The vertebrate community of alpine lakes is much more limited than invertebrate communities as harsh conditions have an increased impact on the organisms, but can include fish, amphibians, reptiles, and birds. Despite this, many alpine lakes can still host diverse species at these high elevations. These organisms have arrived in several ways through human introductions, ecological introductions, and some are endemic to their respective lakes. The Titicaca water frog in Lake Titicaca in the high Andes is one species that is endemic, while others were introduced.[38]
Lake Titicaca is home to a wide variety of vertebrates, including the Titicaca water frog (Telmatobious culeous), and the endangered Titicaca grebe (Rollandia microptera) found only in the Titicaca basin.[38][39] The basin is also home to a variety of bird species and is considered a Ramsar Site due to its ecological importance. Waterbird species include Chilean flamingo, greater yellowlegs, snowy egret, Andean coot, Andean gull, and the Andean lapwing.[39]
Another important[according to whom?] alpine lake, Crater Lake located in Oregon, is home to several introduced fish species, native amphibians, and reptiles. The amphibians and reptiles that can be found in Crater Lake are the mazama newt, northwestern salamander, northwestern ribbed frog, northwestern toad, cascade frog, pacific tree frog, northern mountain lizard, pigmy horned toad, northern alligator lizard, and northwestern garter snake.[40]
Some alpine lakes do not hold any native vertebrate species and instead have grown their vertebrate communities through introduced species. Fish are commonly introduced by humans stocking lakes for recreational and competitive fishing.
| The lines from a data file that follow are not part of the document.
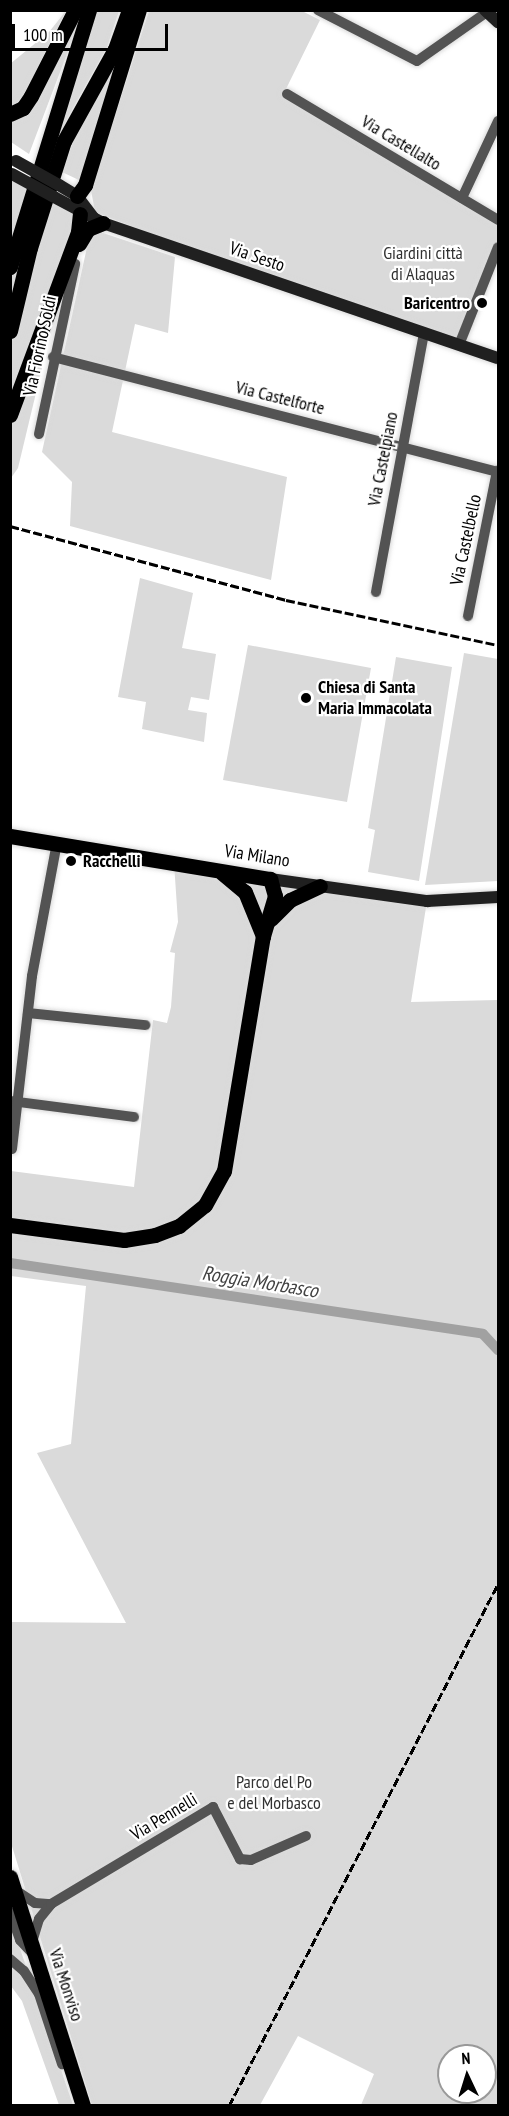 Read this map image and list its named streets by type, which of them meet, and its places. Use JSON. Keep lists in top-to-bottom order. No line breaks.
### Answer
{"streets":{"main road":["Via Milano","Via Monviso"],"street":["Via Castellalto","Via Sesto","Via Fiorino Soldi","Via Castelforte","Via Castelpiano","Via Castelbello","Via Pennelli"]},"crossings":[["Via Sesto","Via Castelpiano"],["Via Fiorino Soldi","Via Castelforte"],["Via Castelforte","Via Castelpiano"],["Via Castelforte","Via Castelbello"],["Via Pennelli","Via Monviso"]],"water":["Roggia Morbasco"],"parks":["Giardini città di Alaquas","Parco del Po e del Morbasco"],"places":["Baricentro","Chiesa di Santa Maria Immacolata","Racchelli"],"scale_bar":"100 m","north":"top"} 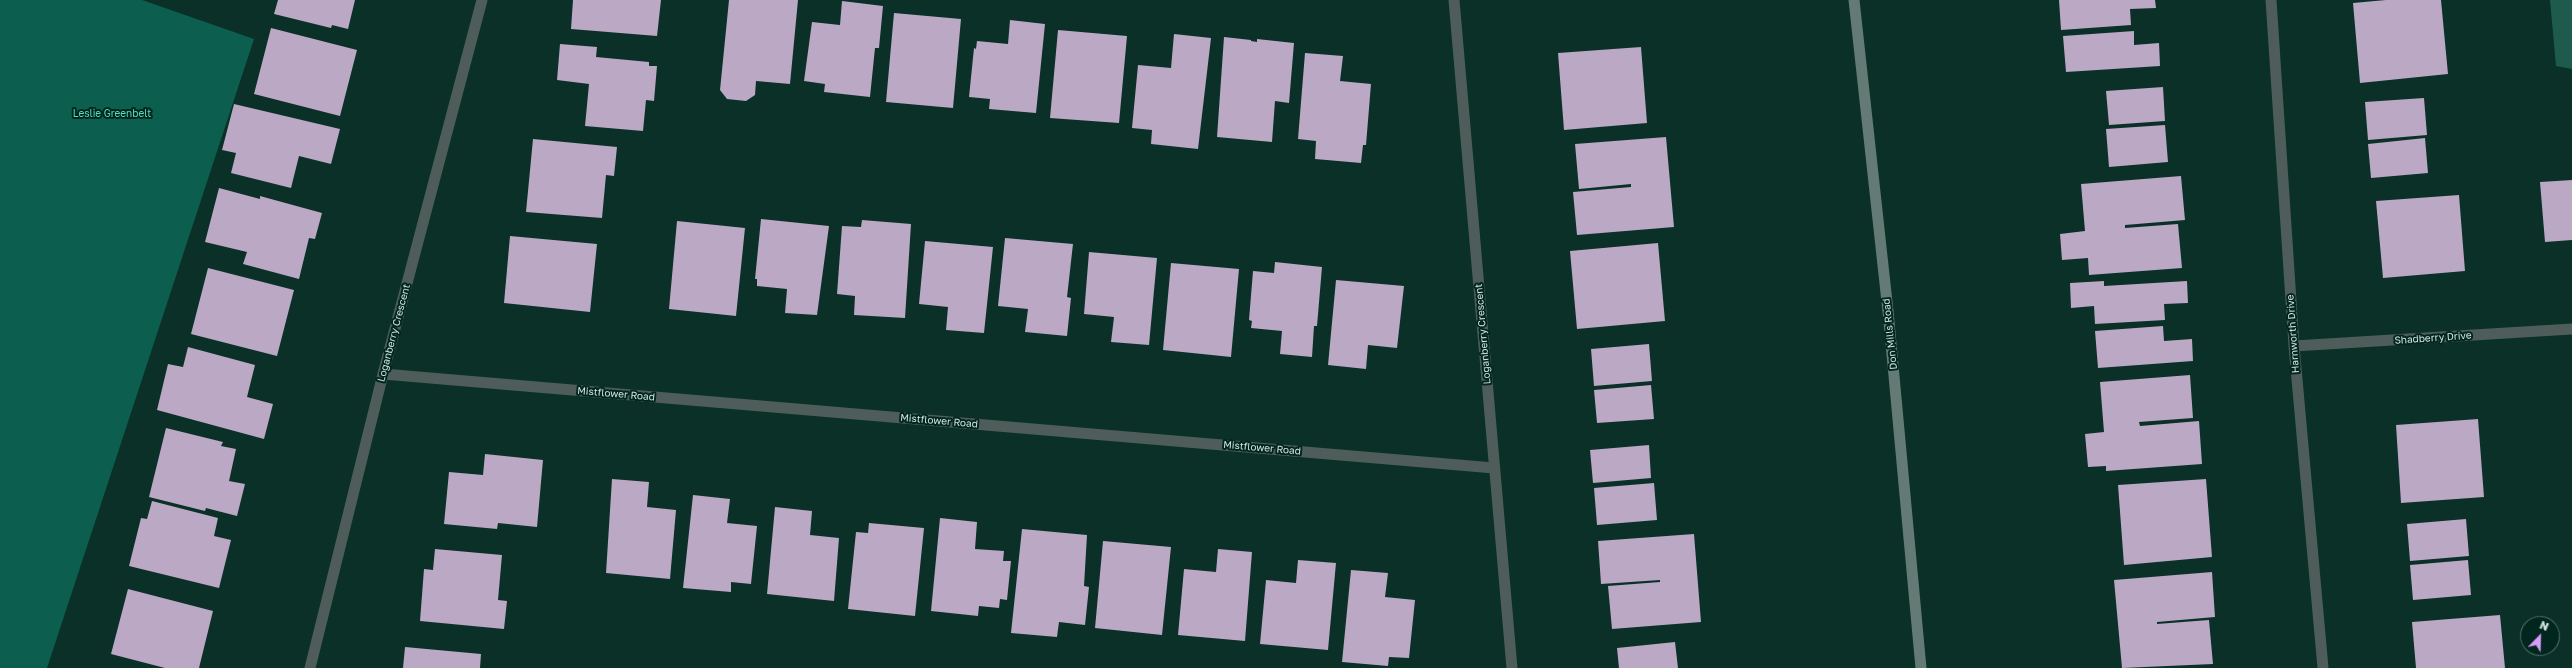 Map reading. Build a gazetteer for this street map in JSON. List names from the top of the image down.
{
  "streets": {
    "main road": ["Don Mills Road"],
    "street": [
      "Loganberry Crescent",
      "Harnworth Drive",
      "Shadberry Drive",
      "Mistflower Road"
    ]
  },
  "crossings": [
    ["Loganberry Crescent", "Mistflower Road"],
    ["Harnworth Drive", "Shadberry Drive"]
  ],
  "parks": ["Leslie Greenbelt"],
  "north": "top right"
} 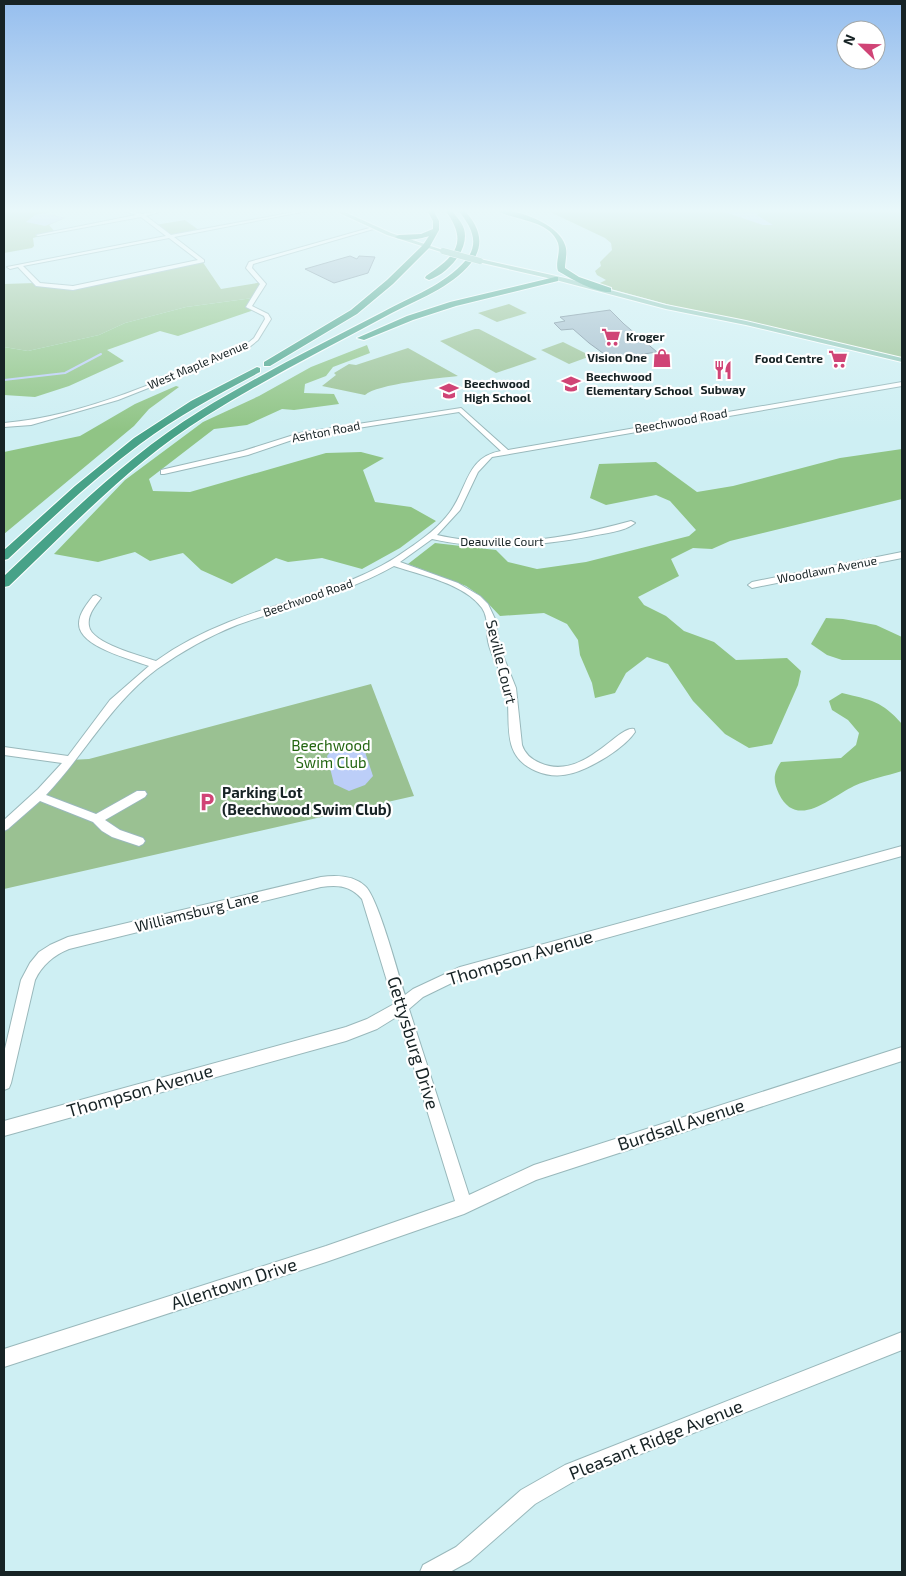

Crater Lake did not hold any vertebrate species before a stocking event between 1884 and 1941 of 1.8 million salmonids, mainly Rainbow trout (Oncorhynchus mykiss) and kokanee salmon (O. nerka).[41] Other species introduced included brown trout (Salmo trutta), coho salmon (O. kisutch), cutthroat trout (O. clarkii), and steelhead salmon (O. mykiss). Introduced fish impact the limnetic and benthic communities, as they are the primary prey of non-native fish. Salamanders and newts found at Crater Lake also experienced encroachment on their native habitats and have been reduced or eliminated in numbers. These amphibians were also found in the stomach contents of fish stocked in Crater Lake, which has further reduced populations.[41]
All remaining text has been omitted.